A few months ago, we reported that astronomers had found the largest object in the universe. Except now, they’ve discovered something even bigger.
The new object is five billion light years across, meaning it’s unfathomably large. Again, there really isn’t a human on Earth who can seriously comprehend how big that actually is. But if we were able to see it here from Earth, we know it would appear 70 times larger than the moon, occupying 36 per cent of our sky. That’s considering that the object is seven billion light years away from us right now.
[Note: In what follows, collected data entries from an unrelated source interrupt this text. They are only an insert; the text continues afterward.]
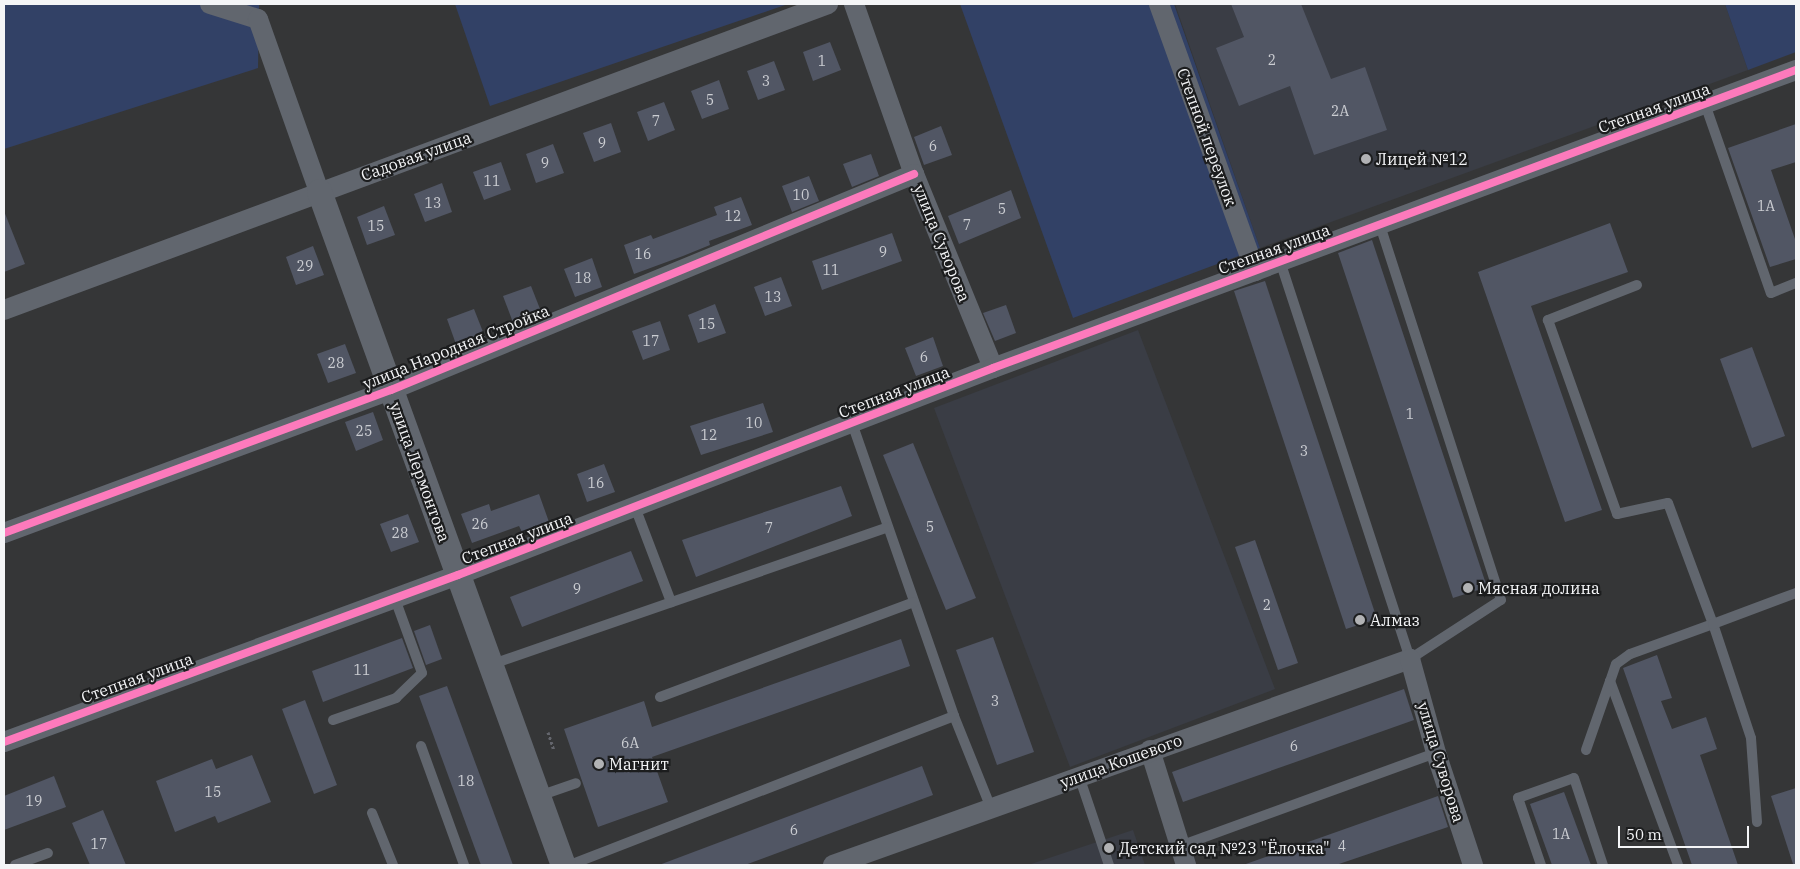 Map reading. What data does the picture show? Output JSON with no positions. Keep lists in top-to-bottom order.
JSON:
{
  "streets": {
    "street": [
      "Степная улица",
      "Степной переулок",
      "Садовая улица",
      "улица Суворова",
      "улица Народная Стройка",
      "улица Лермонтова",
      "улица Кошевого"
    ]
  },
  "crossings": [
    ["Степная улица", "Степной переулок"],
    ["Степная улица", "улица Суворова"],
    ["Степная улица", "улица Лермонтова"],
    ["Садовая улица", "улица Лермонтова"],
    ["улица Суворова", "улица Народная Стройка"],
    ["улица Суворова", "улица Кошевого"],
    ["улица Народная Стройка", "улица Лермонтова"]
  ],
  "places": [
    "Лицей №12",
    "Мясная долина",
    "Алмаз",
    "Магнит",
    "Детский сад №23 \"Ёлочка\""
  ],
  "house_numbers": [
    "2",
    "1",
    "3",
    "5",
    "2А",
    "7",
    "9",
    "6",
    "9",
    "11",
    "10",
    "13",
    "1А",
    "5",
    "12",
    "7",
    "15",
    "9",
    "16",
    "29",
    "11",
    "18",
    "13",
    "15",
    "17",
    "6",
    "28",
    "1",
    "10",
    "25",
    "12",
    "3",
    "16",
    "26",
    "5",
    "7",
    "28",
    "9",
    "2",
    "11",
    "3",
    "6А",
    "6",
    "18",
    "15",
    "19",
    "6",
    "1А",
    "17",
    "4"
  ],
  "scale_bar": "50 m"
}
Are you ready to find out what it is?
The first massive object we reported on turned out to be a giant blob–mildly disappointing. But this new discovery is actually a ring of nine massive, connected galaxies! They were found by tracing a series of gamma-ray bursts (giant releases of energy thought to be the result of massive stars collapsing into blackholes) that occurred in each galaxy, which astronomers often use as a tool to measure distances in far-away places. They soon discovered just how massive this thing was.
But the real find here isn’t the object itself, but what it does to our understanding of the universe.
For one, it undermines Sir Isaac Newton’s Cosmological Principle, which states that, when looking at it from a large enough scale, the universe is uniform–it will essentially have the same makeup no matter where you go. But the existence of random, super-size objects like this one refute that notion, suggesting a much more uneven cosmos.
“If we are right, this structure contradicts the current models of the universe, lead scientist Prof Lajos Balazs said in a statement. “It was a huge surprise to find something this big – and we still don’t quite understand how it came to exist at all.”
Their next mission? Figuring out how it came to exist at all.